As I understand it, at this point the police began to severely disrespect the vice president of the PUK and declared they were going to arrest the captain. In response he phoned a lieutenant and platoon commander in one of the many infantry companies (I will call him Phil) fearful that the men intended to follow through with their threats. Phil was a man known for shall we say “bold” decision-making skills; He responded by immediately mobilizing his platoon of Peshmerga and driving to the captain’s location with AK47s locked and loaded in full battle rattle.

Upon their arrival they proceeded to dismount their vehicles and detain the Police officers at gun point, relieving the men of their sidearms of course. The officers were promptly rolled up and thrown into a truck bed; the Peshmerga then proceeded to drive back to the base. Once RTB (Return to Base) had been completed, they locked the men in a small bathroom adjacent to the HQ building.

The following day the chief of police for Sulaymania had to drive to the base personally to collect his men and their pistols.
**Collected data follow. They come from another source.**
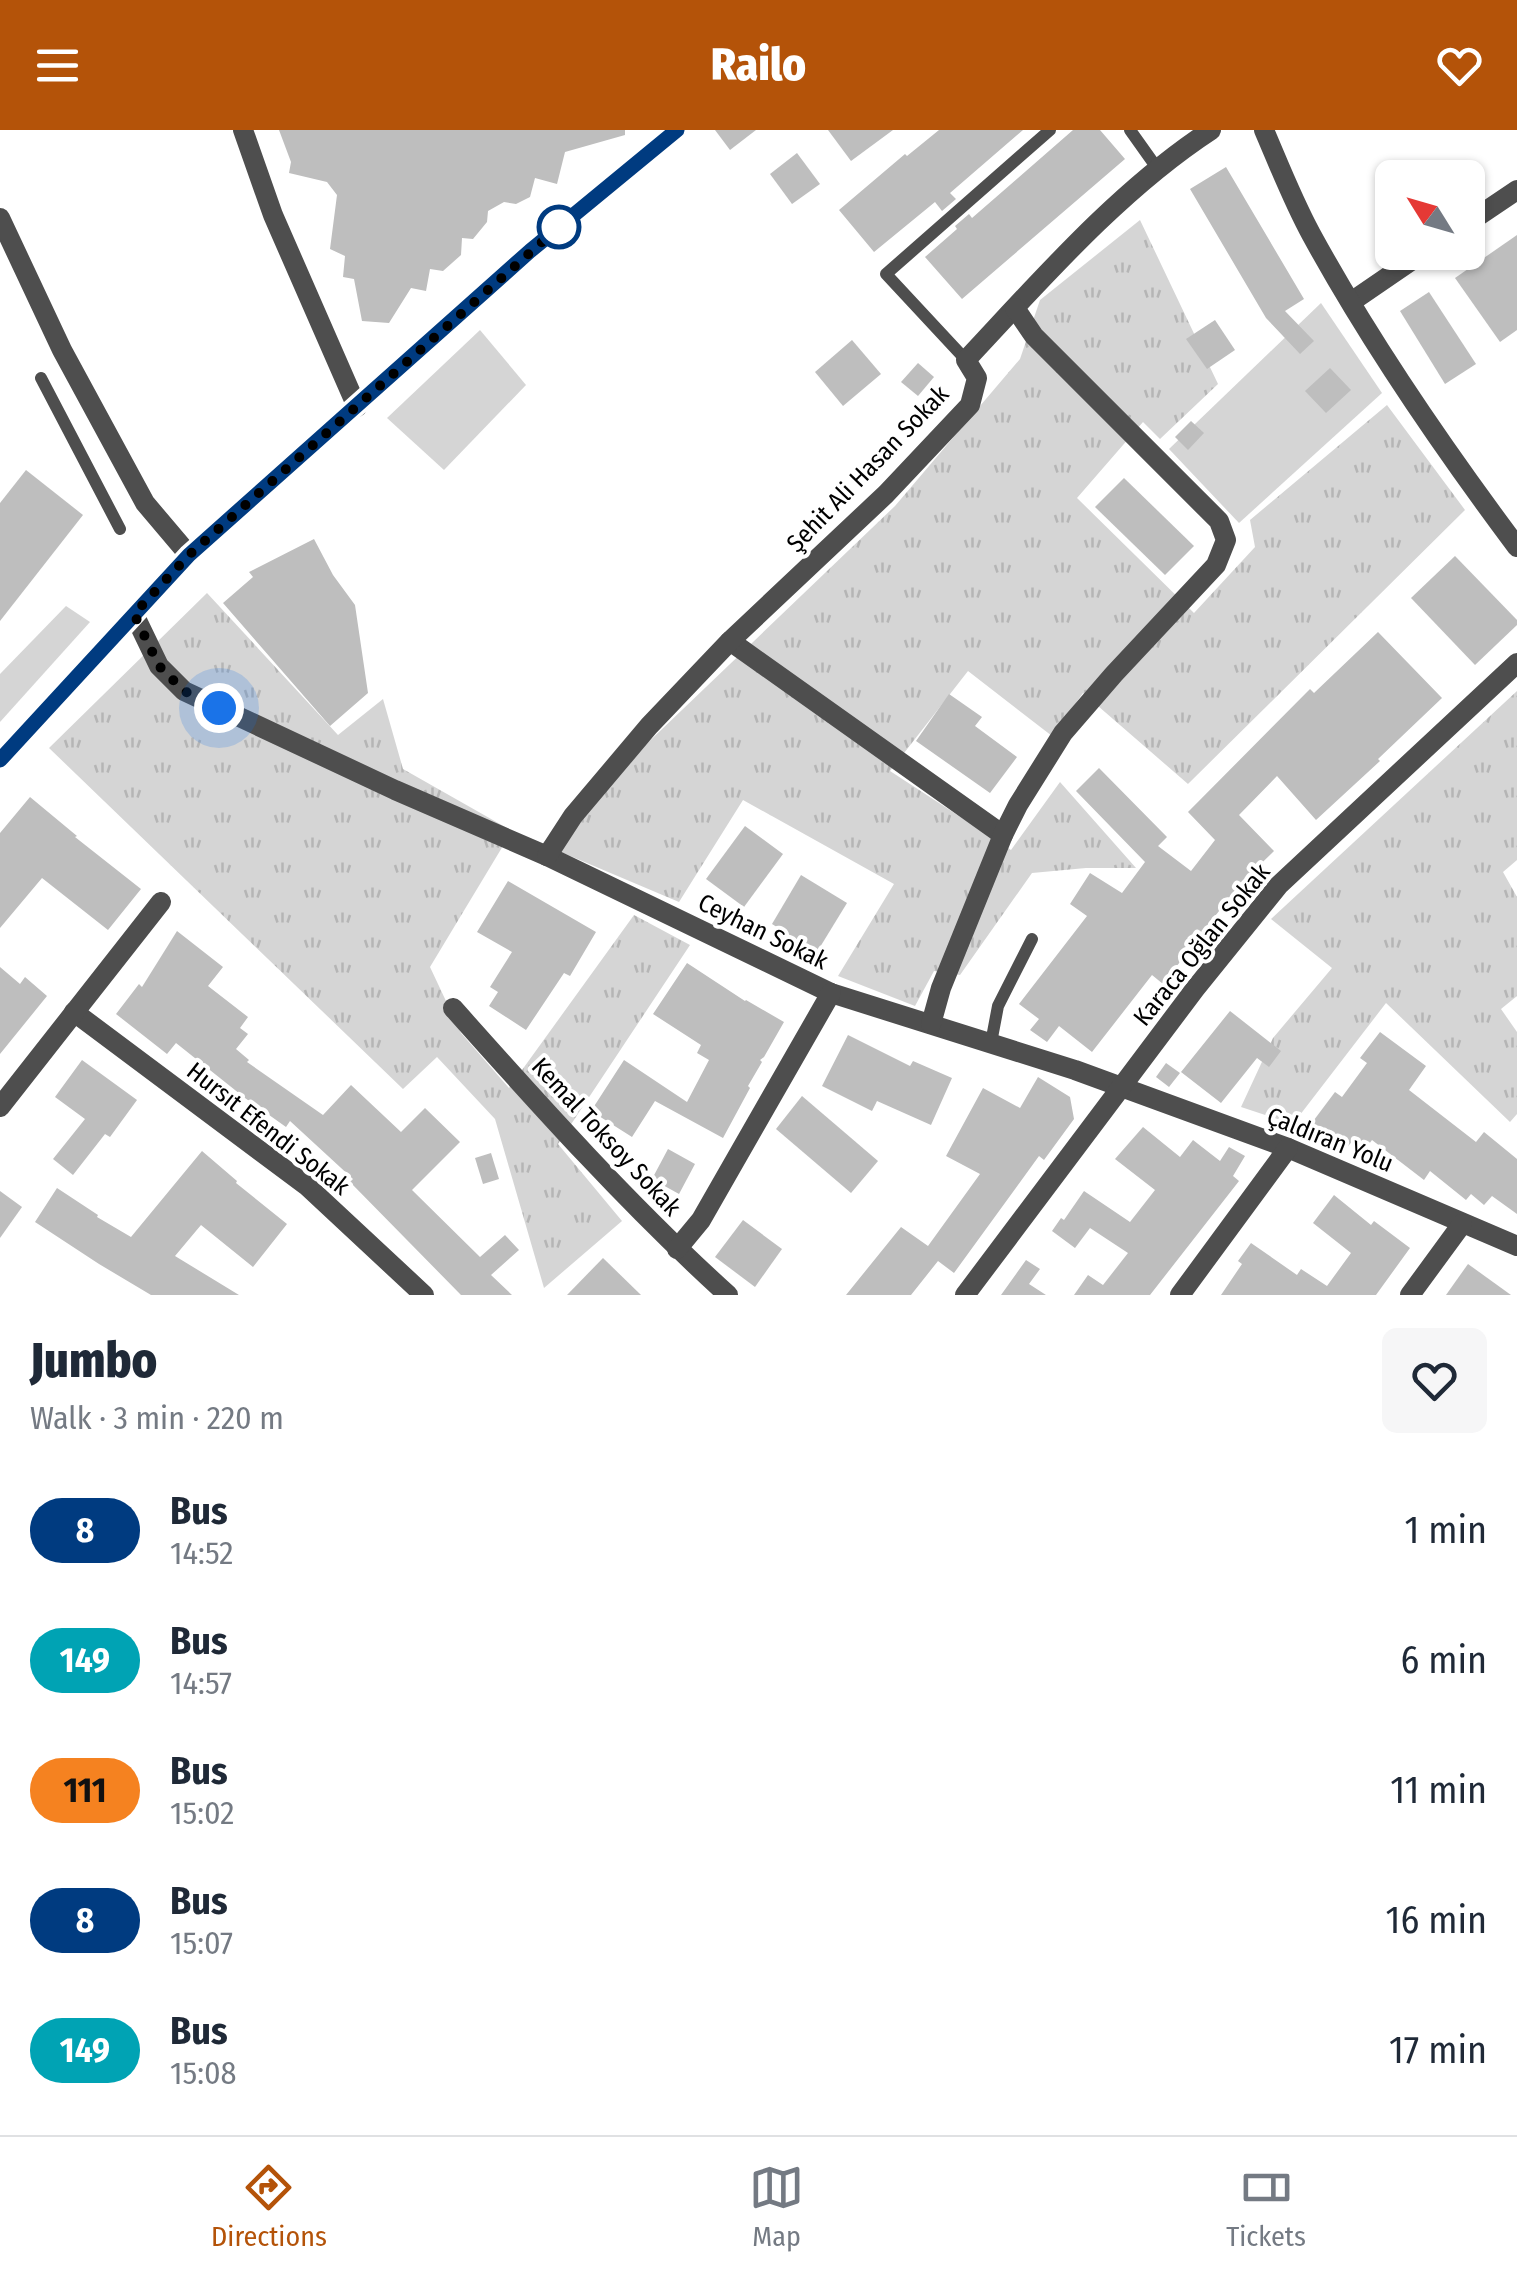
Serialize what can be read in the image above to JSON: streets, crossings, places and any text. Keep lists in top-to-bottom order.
{
  "streets": {
    "street": [
      "Şehit Ali Hasan Sokak",
      "Ceyhan Sokak",
      "Karaca Oğlan Sokak",
      "Hursıt Efendi Sokak",
      "Kemal Toksoy Sokak",
      "Çaldıran Yolu"
    ]
  },
  "crossings": [
    ["Şehit Ali Hasan Sokak", "Ceyhan Sokak"],
    ["Ceyhan Sokak", "Karaca Oğlan Sokak"],
    ["Ceyhan Sokak", "Çaldıran Yolu"],
    ["Karaca Oğlan Sokak", "Çaldıran Yolu"]
  ],
  "lines": ["bus line 8"],
  "north": "top left",
  "page": {
    "header": "Railo",
    "heading": ["Jumbo", "Walk · 3 min · 220 m"],
    "list": [
      {
        "mark": "8",
        "name": "Bus",
        "note": "14:52",
        "value": "1 min"
      },
      {
        "mark": "149",
        "name": "Bus",
        "note": "14:57",
        "value": "6 min"
      },
      {
        "mark": "111",
        "name": "Bus",
        "note": "15:02",
        "value": "11 min"
      },
      {
        "mark": "8",
        "name": "Bus",
        "note": "15:07",
        "value": "16 min"
      },
      {
        "mark": "149",
        "name": "Bus",
        "note": "15:08",
        "value": "17 min"
      }
    ],
    "tabs": ["Directions", "Map", "Tickets"]
  }
}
He was required to apologize to the unit General, the Captain that they had attempted to arrest and Phil (for wasting his time) before any of that took place. I guess the lesson here is that things work differently in the far reaches of the world, and you do not fuck with the Peshmerga. We may or may not have provided the training that the Peshmerga utilized during this course of action a month prior to the event taking place.

Image courtesy of the author.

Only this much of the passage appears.